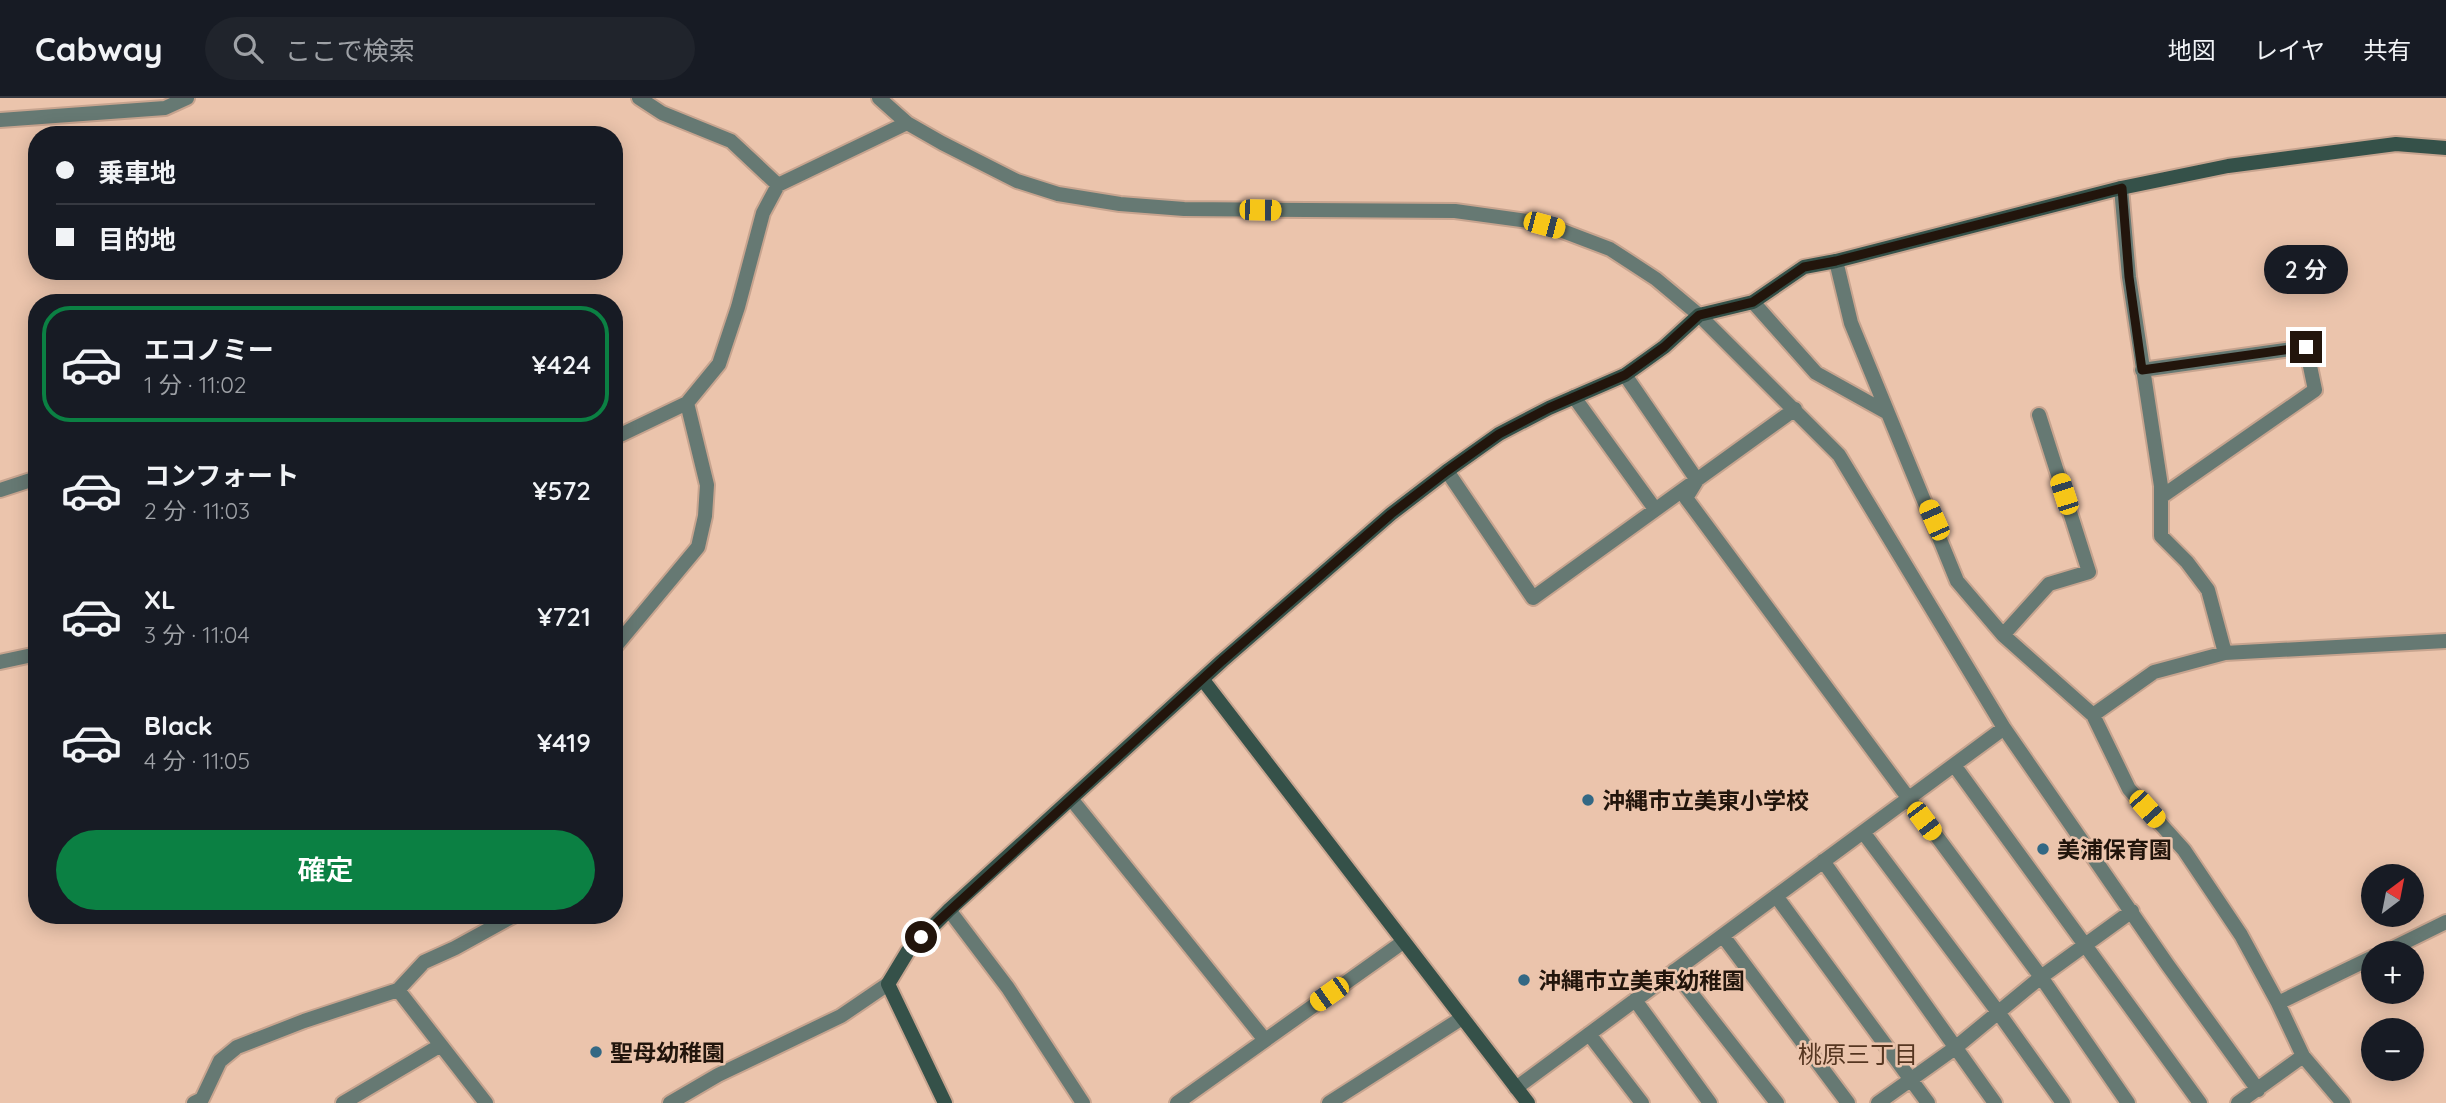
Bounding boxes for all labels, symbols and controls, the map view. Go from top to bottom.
search box [205,17,695,80]
text: Cabway [35,28,163,69]
icon: search [229,29,267,67]
text: ここで検索 [285,34,415,67]
text: 地図 [2168,35,2216,65]
text: レイヤ [2254,35,2325,65]
text: 共有 [2363,35,2411,65]
text: 乗車地 [98,156,176,189]
car [1239,199,1282,221]
car [1521,209,1568,241]
text: 目的地 [98,223,176,256]
callout: 2 分 [2264,246,2348,294]
text: 2 分 [2285,255,2327,284]
route end [2290,331,2322,363]
icon: car [60,333,123,396]
text: エコノミー [144,333,274,366]
text: ¥424 [532,348,591,381]
text: 1 分 · 11:02 [144,370,247,399]
icon: car [60,459,123,522]
text: コンフォート [144,459,299,492]
car [2048,471,2081,517]
text: ¥572 [532,474,591,507]
text: 2 分 · 11:03 [144,496,250,525]
car [1916,497,1953,543]
text: XL [144,583,176,616]
icon: car [60,585,123,648]
text: ¥721 [537,600,591,633]
text: 3 分 · 11:04 [144,620,250,649]
text: Black [144,709,213,742]
icon: car [60,711,123,774]
text: ¥419 [537,726,591,759]
text: 4 分 · 11:05 [144,746,250,775]
place label: 沖縄市立美東小学校 [1602,786,1809,815]
car [2126,786,2169,832]
marker: 沖縄市立美東小学校 [1580,792,1596,808]
car [1903,798,1946,844]
button: 確定 [56,830,595,910]
place label: 美浦保育園 [2057,835,2172,864]
marker: 美浦保育園 [2035,841,2051,857]
north arrow [2361,864,2424,928]
map controls [2361,864,2424,1081]
route start [905,921,937,953]
button: + [2361,941,2424,1004]
place label: 沖縄市立美東幼稚園 [1538,966,1745,995]
marker: 沖縄市立美東幼稚園 [1516,972,1532,988]
car [1306,973,1353,1015]
button: − [2361,1018,2424,1081]
place label: 聖母幼稚園 [610,1038,725,1067]
district label: 桃原三丁目 [1798,1039,1918,1069]
marker: 聖母幼稚園 [588,1044,604,1060]

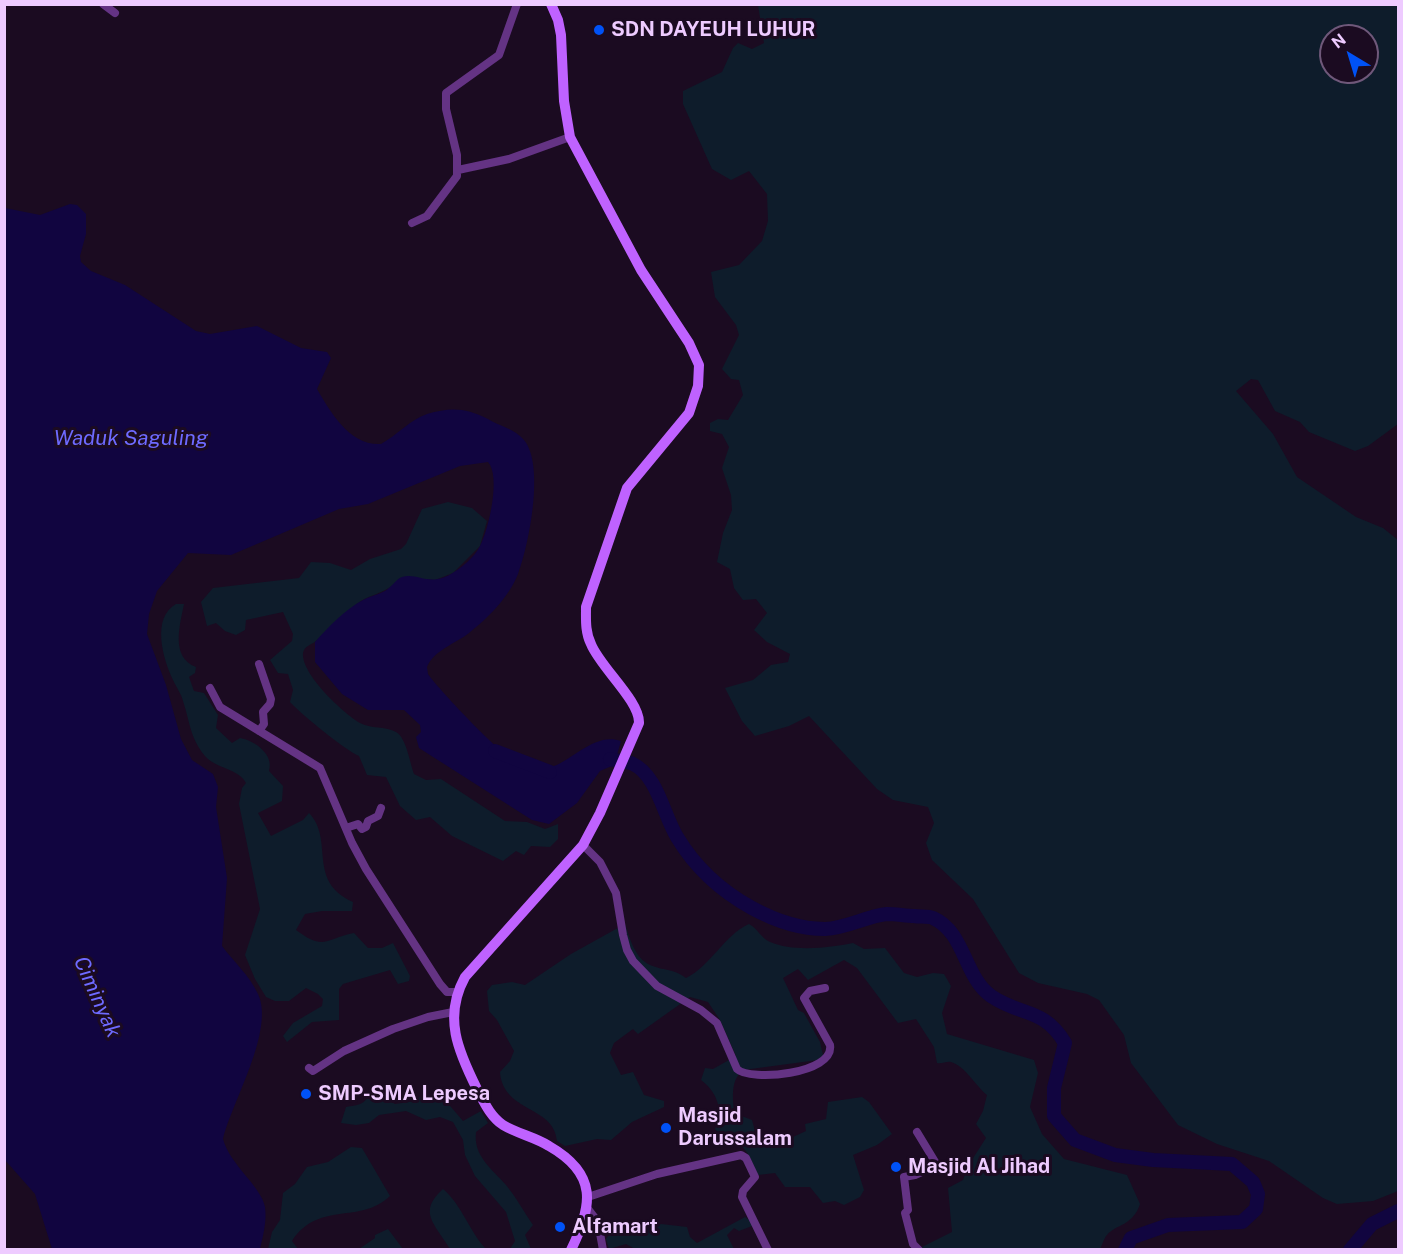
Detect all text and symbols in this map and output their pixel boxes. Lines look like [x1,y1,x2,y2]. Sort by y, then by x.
place label: SDN DAYEUH LUHUR [611,18,816,42]
marker: SDN DAYEUH LUHUR [592,23,606,37]
north arrow [1319,24,1379,84]
text: N [1328,30,1350,52]
water label: Waduk Saguling [54,426,208,452]
water label: Ciminyak [68,952,126,1042]
place label: SMP-SMA Lepesa [318,1082,490,1106]
marker: SMP-SMA Lepesa [299,1087,313,1101]
place label: Masjid Darussalam [678,1104,792,1151]
marker: Masjid Darussalam [659,1121,673,1135]
place label: Masjid Al Jihad [908,1155,1050,1179]
marker: Masjid Al Jihad [889,1160,903,1174]
place label: Alfamart [572,1215,658,1239]
marker: Alfamart [553,1220,567,1234]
________________________________________
(TASK PROMPT) Find the word "button" in the entries above and gather every line that holds it.

(TASK SOLUTION)
button: 確定 [56,830,595,910]
button: + [2361,941,2424,1004]
button: − [2361,1018,2424,1081]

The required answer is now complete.